● **DATA BLOCK**:
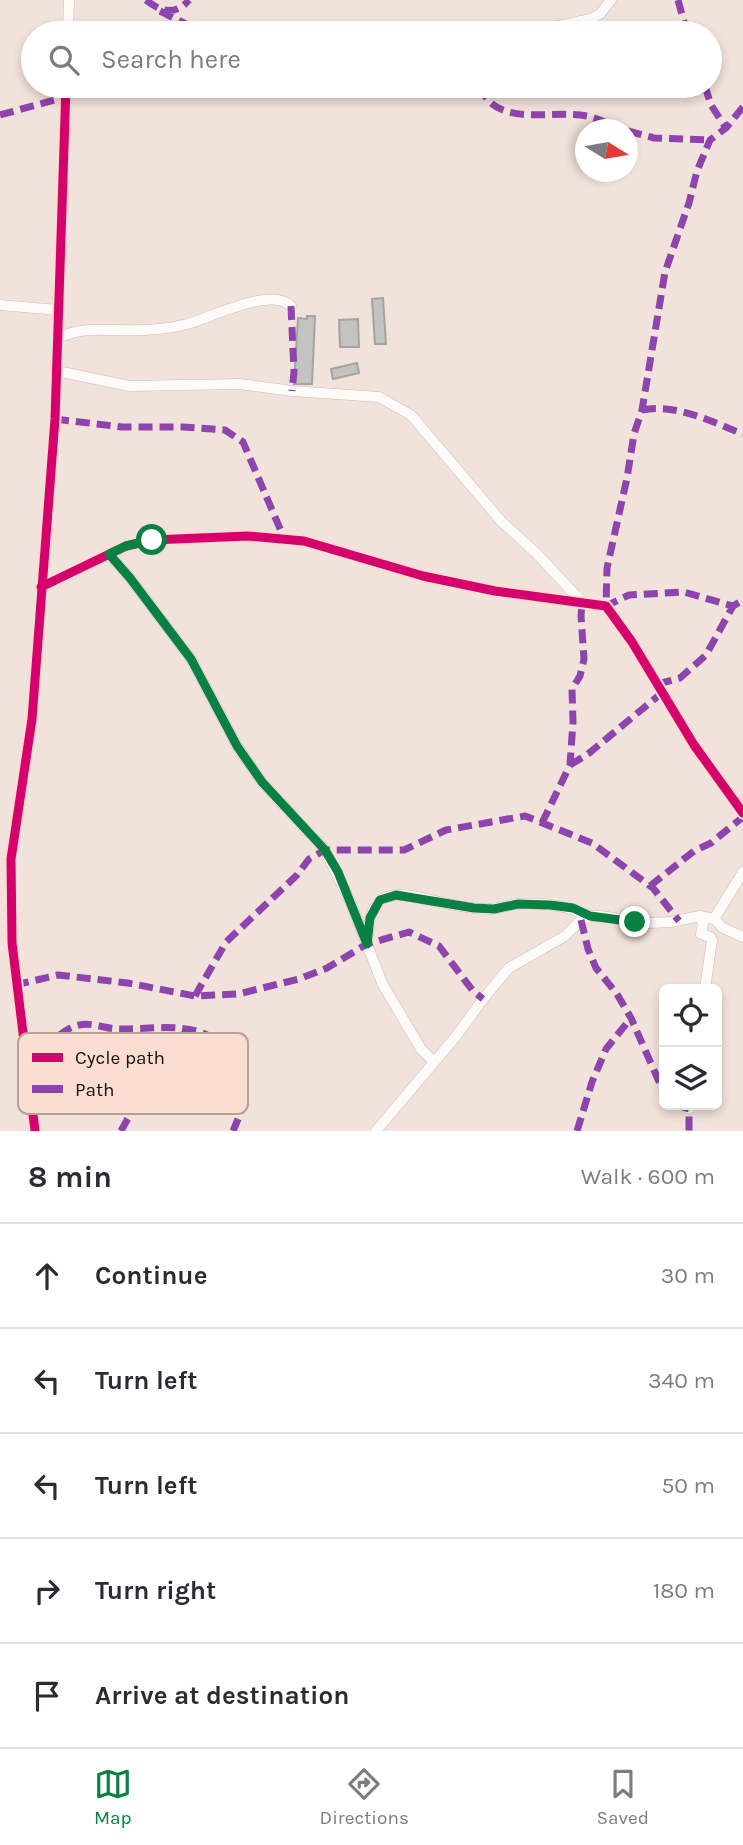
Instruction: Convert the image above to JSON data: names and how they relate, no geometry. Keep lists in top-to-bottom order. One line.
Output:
{"legend":["Cycle path","Path"],"north":"right","page":{"search":"Search here","heading":["8 min","Walk · 600 m"],"list":[["Continue","30 m"],["Turn left","340 m"],["Turn left","50 m"],["Turn right","180 m"],"Arrive at destination"],"nav":["Map","Directions","Saved"]}}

● **PROMPT**:
Return the whole of the material above exactly, with no picture carried over.

● **THE ANSWER**:
Instruction: Convert the image above to JSON data: names and how they relate, no geometry. Keep lists in top-to-bottom order. One line.
Output:
{"legend":["Cycle path","Path"],"north":"right","page":{"search":"Search here","heading":["8 min","Walk · 600 m"],"list":[["Continue","30 m"],["Turn left","340 m"],["Turn left","50 m"],["Turn right","180 m"],"Arrive at destination"],"nav":["Map","Directions","Saved"]}}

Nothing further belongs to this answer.